**** Data ****

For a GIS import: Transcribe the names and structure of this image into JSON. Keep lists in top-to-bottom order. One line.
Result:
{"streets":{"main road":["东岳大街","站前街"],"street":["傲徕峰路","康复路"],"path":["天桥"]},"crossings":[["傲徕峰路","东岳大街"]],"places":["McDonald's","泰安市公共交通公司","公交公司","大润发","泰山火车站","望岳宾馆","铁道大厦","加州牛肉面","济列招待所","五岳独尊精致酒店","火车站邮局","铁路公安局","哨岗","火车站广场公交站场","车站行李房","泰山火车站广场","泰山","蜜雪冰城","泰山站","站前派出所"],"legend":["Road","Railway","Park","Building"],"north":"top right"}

****
**** Data ****

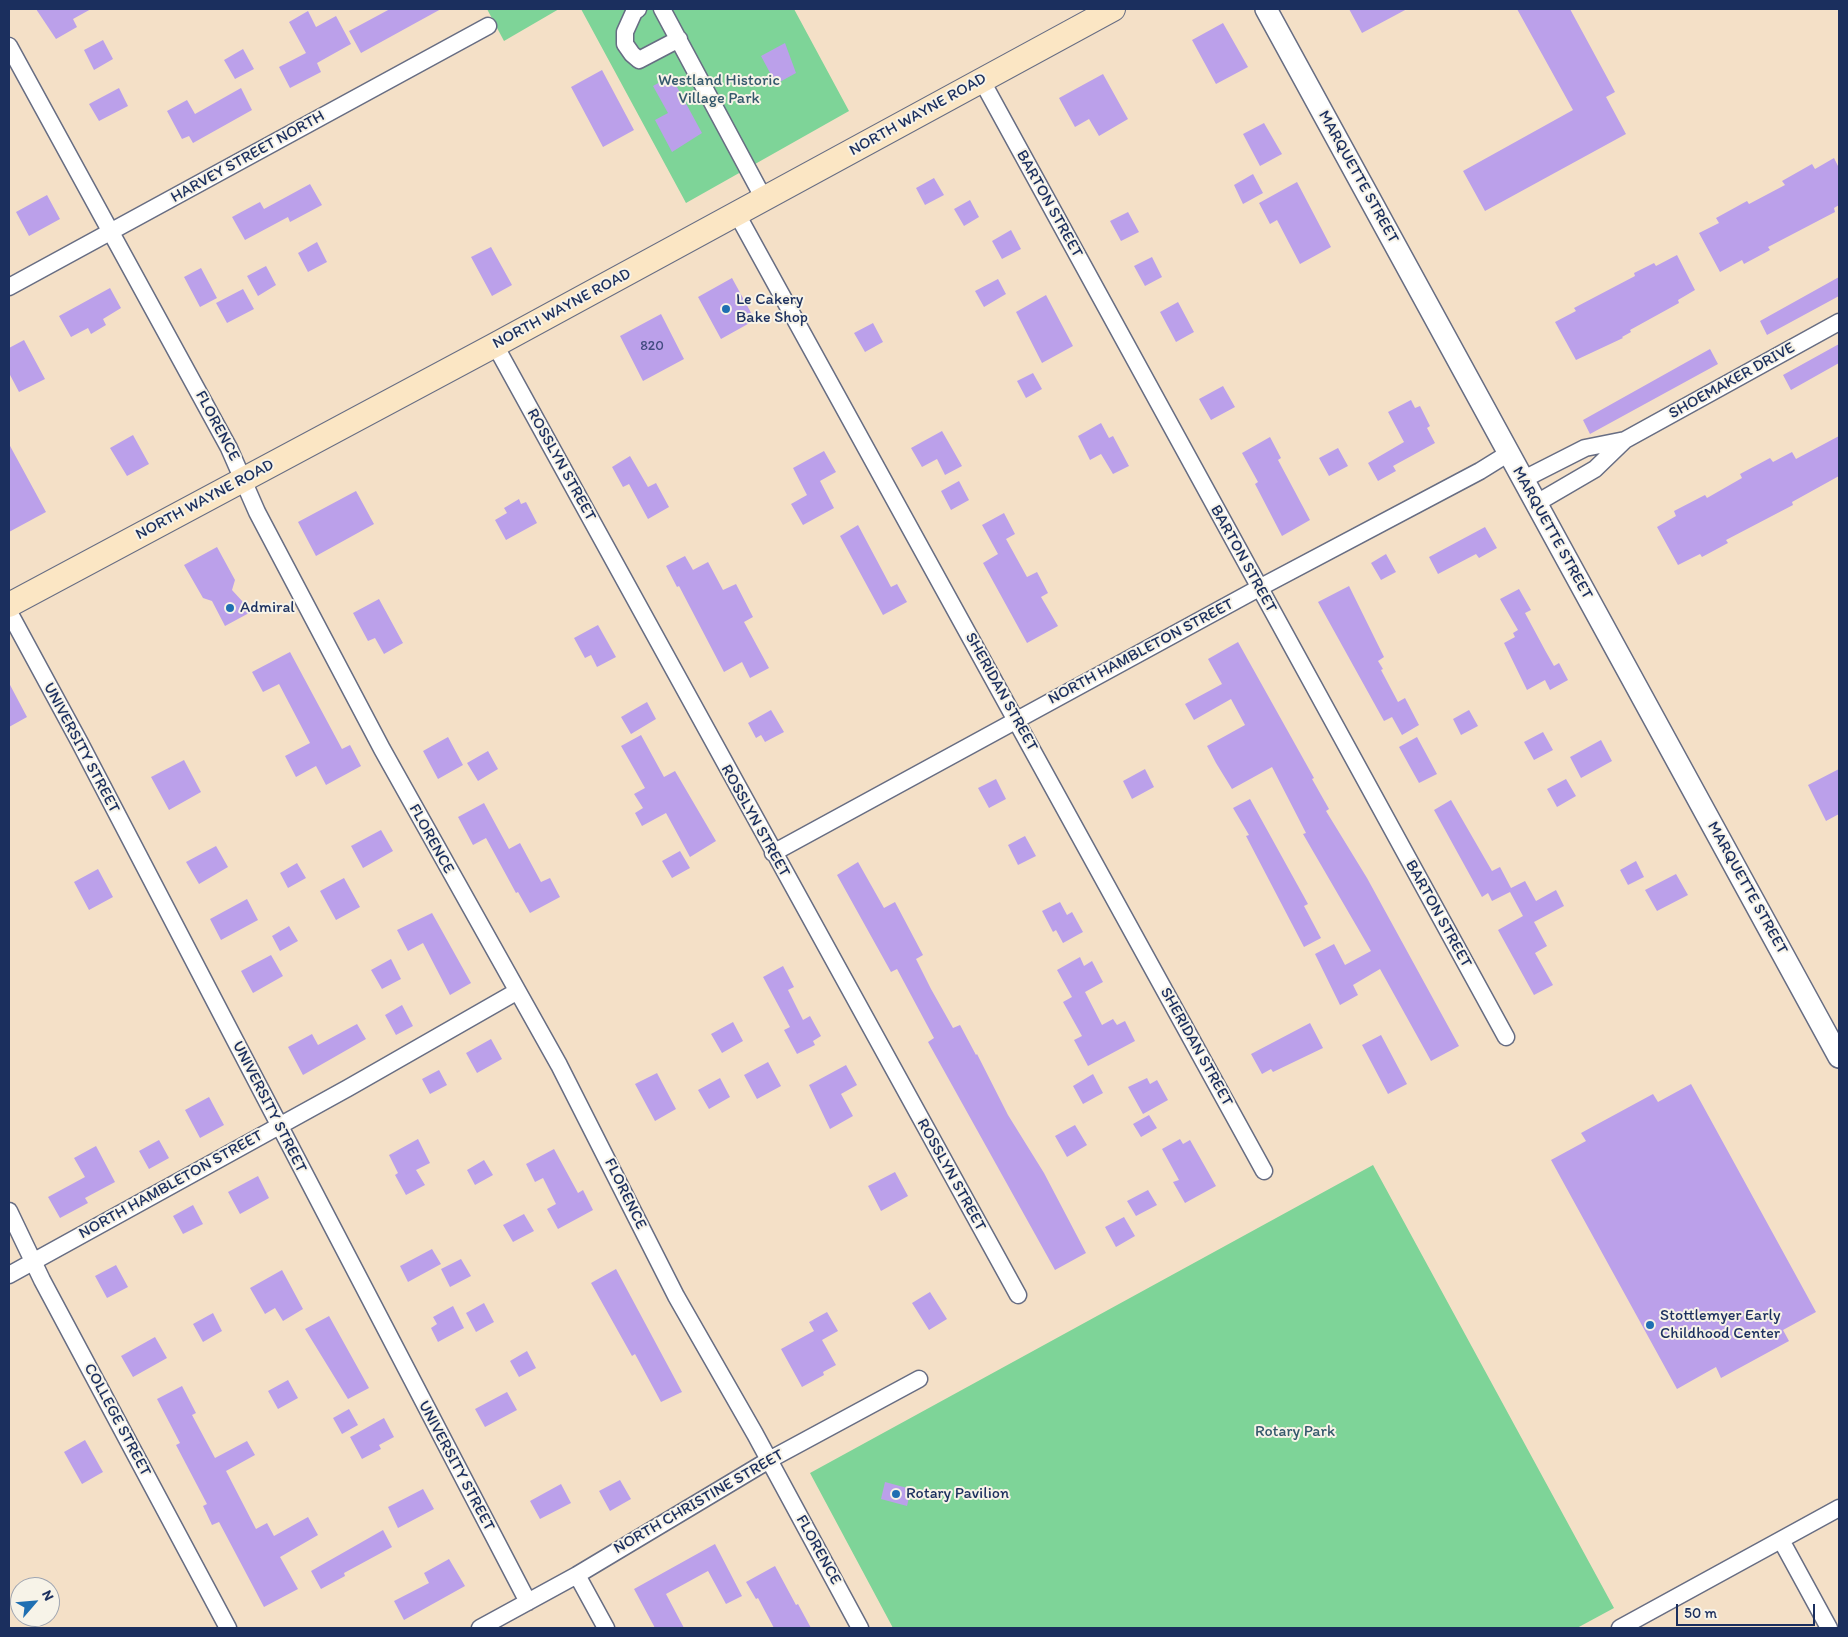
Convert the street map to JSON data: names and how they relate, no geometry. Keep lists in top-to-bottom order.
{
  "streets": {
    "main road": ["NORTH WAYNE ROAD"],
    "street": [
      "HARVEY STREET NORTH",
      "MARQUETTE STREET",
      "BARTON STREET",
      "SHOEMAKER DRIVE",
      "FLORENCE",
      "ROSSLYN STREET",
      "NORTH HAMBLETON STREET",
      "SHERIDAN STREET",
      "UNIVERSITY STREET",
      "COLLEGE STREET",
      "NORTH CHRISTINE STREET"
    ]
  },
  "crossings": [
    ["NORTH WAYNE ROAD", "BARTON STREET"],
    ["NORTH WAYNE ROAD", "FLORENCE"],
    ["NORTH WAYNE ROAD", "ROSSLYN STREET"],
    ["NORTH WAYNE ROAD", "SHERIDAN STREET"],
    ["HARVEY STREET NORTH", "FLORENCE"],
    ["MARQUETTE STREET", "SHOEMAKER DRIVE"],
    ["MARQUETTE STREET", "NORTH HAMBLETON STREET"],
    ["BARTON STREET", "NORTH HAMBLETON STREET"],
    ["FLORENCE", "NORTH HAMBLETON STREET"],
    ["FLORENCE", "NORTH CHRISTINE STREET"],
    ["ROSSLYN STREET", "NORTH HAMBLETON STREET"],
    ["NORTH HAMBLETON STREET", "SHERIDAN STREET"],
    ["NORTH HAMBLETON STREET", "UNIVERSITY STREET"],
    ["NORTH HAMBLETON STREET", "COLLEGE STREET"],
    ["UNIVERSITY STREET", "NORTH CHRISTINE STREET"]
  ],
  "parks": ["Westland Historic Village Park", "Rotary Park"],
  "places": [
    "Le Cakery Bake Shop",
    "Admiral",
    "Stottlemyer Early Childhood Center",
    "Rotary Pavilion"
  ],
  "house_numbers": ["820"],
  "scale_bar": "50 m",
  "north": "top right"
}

****
**** Data ****

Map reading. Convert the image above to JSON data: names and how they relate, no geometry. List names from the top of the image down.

****

→ What the task asks: From the data, list each line in which the string "image" appears.

→ Exercise answer:
For a GIS import: Transcribe the names and structure of this image into JSON. Keep lists in top-to-bottom order. One line.
Map reading. Convert the image above to JSON data: names and how they relate, no geometry. List names from the top of the image down.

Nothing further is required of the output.